Frances Vorne (May 30, 1920 – August 8, 1990) was an American model and pin-up girl. During World War II, she was known as "the Shape".

==Early years==
Vorne was raised in New York. She spoke and read Russian and Ukrainian fluently. In his book, The Pin-Up Girls of World War II, Brett Kiser wrote that Vorne was a "simple" and "modest" girl with an "awe-inspiring anatomy" who never drank alcohol, never visited night clubs, and avoided staying out late.

==Career==
Vorne gained fame as a pin-up model during World War II. In 1944, a soldier friend returned home from the war and gave her remnants of a German parachute. There was enough cloth to make an "abbreviated bathing suit". A pin-up of Vorne wearing the parachute-turned-swimsuit appeared in Army publications and was then posted "in more than half a million pin-up spaces in barracks and wherever else our fighting men happen to be". Author Brett Kiser described the photograph's impact:

Countless soldiers pinned up Frances's most famous pin-up still ... Not only was the pin-up Frances's personal favorite, but it was one of the most sought after pin-up photographs of the war years.

According to an account published by the Central Press, American pilots in the Pacific planned to drop photographs of Vorne to Japanese soldiers with the inscription: "Eat your hearts out ... Here's what we are fighting for". The photograph became so famous it reportedly won a movie contract for Vorne.

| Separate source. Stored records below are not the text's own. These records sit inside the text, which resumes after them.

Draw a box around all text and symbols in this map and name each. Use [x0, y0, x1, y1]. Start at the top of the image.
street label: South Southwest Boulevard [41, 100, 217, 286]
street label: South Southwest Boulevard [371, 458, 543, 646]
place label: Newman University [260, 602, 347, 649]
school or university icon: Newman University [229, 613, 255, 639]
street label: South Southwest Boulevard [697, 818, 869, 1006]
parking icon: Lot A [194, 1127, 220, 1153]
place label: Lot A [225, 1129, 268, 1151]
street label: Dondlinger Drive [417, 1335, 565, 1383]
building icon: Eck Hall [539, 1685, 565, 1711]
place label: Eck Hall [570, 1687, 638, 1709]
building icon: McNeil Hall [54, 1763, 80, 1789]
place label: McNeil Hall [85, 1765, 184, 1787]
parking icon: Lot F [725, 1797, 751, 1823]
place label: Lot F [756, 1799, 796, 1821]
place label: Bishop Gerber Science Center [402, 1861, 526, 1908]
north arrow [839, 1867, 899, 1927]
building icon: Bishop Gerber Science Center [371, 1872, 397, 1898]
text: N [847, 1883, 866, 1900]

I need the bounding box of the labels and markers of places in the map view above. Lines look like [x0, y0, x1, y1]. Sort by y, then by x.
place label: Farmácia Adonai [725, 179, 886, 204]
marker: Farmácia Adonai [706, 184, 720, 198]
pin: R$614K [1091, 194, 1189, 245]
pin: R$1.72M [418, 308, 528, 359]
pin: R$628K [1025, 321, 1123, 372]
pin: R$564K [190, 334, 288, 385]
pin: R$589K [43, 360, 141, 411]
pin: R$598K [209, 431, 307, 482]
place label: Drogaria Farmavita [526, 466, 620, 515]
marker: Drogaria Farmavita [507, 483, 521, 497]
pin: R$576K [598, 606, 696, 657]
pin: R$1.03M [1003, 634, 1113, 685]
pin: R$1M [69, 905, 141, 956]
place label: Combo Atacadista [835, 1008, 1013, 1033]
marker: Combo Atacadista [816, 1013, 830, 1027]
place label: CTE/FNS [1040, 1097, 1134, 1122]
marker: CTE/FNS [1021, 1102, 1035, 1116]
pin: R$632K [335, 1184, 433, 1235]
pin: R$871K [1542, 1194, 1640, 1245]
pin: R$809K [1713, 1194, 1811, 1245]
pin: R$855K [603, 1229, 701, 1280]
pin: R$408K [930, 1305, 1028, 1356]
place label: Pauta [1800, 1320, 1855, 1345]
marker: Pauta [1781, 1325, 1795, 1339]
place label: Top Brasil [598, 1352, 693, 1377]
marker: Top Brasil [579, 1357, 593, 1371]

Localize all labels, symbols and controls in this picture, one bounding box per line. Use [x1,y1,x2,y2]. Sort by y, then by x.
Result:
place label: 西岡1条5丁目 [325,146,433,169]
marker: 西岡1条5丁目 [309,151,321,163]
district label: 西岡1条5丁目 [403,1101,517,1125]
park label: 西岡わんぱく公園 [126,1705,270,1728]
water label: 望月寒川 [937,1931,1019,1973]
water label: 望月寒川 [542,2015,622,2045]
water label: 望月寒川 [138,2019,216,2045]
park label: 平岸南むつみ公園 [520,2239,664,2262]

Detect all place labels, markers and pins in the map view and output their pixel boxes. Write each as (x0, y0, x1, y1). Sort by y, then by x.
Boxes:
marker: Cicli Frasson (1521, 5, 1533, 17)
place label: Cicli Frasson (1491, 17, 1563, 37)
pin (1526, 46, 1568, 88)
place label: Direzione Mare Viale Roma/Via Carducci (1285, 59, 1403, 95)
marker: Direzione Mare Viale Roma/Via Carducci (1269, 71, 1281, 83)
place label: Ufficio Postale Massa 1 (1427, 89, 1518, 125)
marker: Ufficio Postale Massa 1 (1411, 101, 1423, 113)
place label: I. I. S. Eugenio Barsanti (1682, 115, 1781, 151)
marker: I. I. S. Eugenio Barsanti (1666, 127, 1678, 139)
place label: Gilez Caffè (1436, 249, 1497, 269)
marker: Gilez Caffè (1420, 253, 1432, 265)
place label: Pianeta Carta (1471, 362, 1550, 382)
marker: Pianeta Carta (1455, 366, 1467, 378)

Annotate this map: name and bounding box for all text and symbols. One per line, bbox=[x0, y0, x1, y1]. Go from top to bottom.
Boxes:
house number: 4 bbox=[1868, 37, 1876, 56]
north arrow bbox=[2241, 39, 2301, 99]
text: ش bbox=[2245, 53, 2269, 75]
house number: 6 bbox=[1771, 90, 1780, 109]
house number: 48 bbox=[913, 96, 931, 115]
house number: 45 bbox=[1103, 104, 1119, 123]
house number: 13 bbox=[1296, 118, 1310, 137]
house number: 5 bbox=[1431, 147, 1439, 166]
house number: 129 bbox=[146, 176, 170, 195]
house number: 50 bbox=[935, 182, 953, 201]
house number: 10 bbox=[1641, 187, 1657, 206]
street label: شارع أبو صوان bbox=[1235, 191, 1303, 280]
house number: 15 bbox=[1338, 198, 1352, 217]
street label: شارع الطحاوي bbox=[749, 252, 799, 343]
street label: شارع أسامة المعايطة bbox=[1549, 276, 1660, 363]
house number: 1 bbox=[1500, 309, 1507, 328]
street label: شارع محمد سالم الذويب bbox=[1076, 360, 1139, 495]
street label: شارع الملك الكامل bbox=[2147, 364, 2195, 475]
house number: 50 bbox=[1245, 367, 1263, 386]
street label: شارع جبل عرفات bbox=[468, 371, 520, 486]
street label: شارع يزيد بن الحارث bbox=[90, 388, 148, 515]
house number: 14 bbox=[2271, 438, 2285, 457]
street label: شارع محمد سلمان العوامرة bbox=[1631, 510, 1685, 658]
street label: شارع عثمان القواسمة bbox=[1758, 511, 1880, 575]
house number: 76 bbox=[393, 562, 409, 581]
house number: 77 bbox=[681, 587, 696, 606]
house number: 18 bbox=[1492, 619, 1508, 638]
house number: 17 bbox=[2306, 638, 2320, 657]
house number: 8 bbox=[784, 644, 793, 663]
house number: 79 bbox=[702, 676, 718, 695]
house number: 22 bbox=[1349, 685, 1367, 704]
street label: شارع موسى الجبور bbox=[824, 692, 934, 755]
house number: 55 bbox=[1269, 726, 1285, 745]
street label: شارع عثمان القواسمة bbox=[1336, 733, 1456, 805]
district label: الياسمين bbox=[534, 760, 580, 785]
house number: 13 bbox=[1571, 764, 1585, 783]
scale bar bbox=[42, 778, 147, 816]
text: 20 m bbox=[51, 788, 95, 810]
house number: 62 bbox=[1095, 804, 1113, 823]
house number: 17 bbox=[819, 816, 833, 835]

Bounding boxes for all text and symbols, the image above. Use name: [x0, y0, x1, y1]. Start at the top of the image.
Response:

After the photograph appeared in the London's Daily Mirror, the British Ministry of Information sought permission to use it in "stimulating the morale of Britain's Army and Navy".

In January 1945, Time magazine wrote that Vorne "wound up 1944 with perhaps the best claim to an honor publicity agents fight desperately over: the crown as Pin-Up Girl of the Year".

In 1945, Vorne appeared in "Water Follies of 1945", a water show at the Flushing Meadow Amphitheatre. According to promotions for the show, she appeared in her "glass bathing suit". Columnist Earl Wilson wrote that Vorne's glass bathing suit was "pliable enough to swim in" and "transparent", requiring the user to wear a bra and small pantie under the glass.

In 1946, Vorne was featured in a mail-order newsreel movie titled Swim Suit Revue, appearing in both her famous parachute bathing suit and a "diaper-style" suit.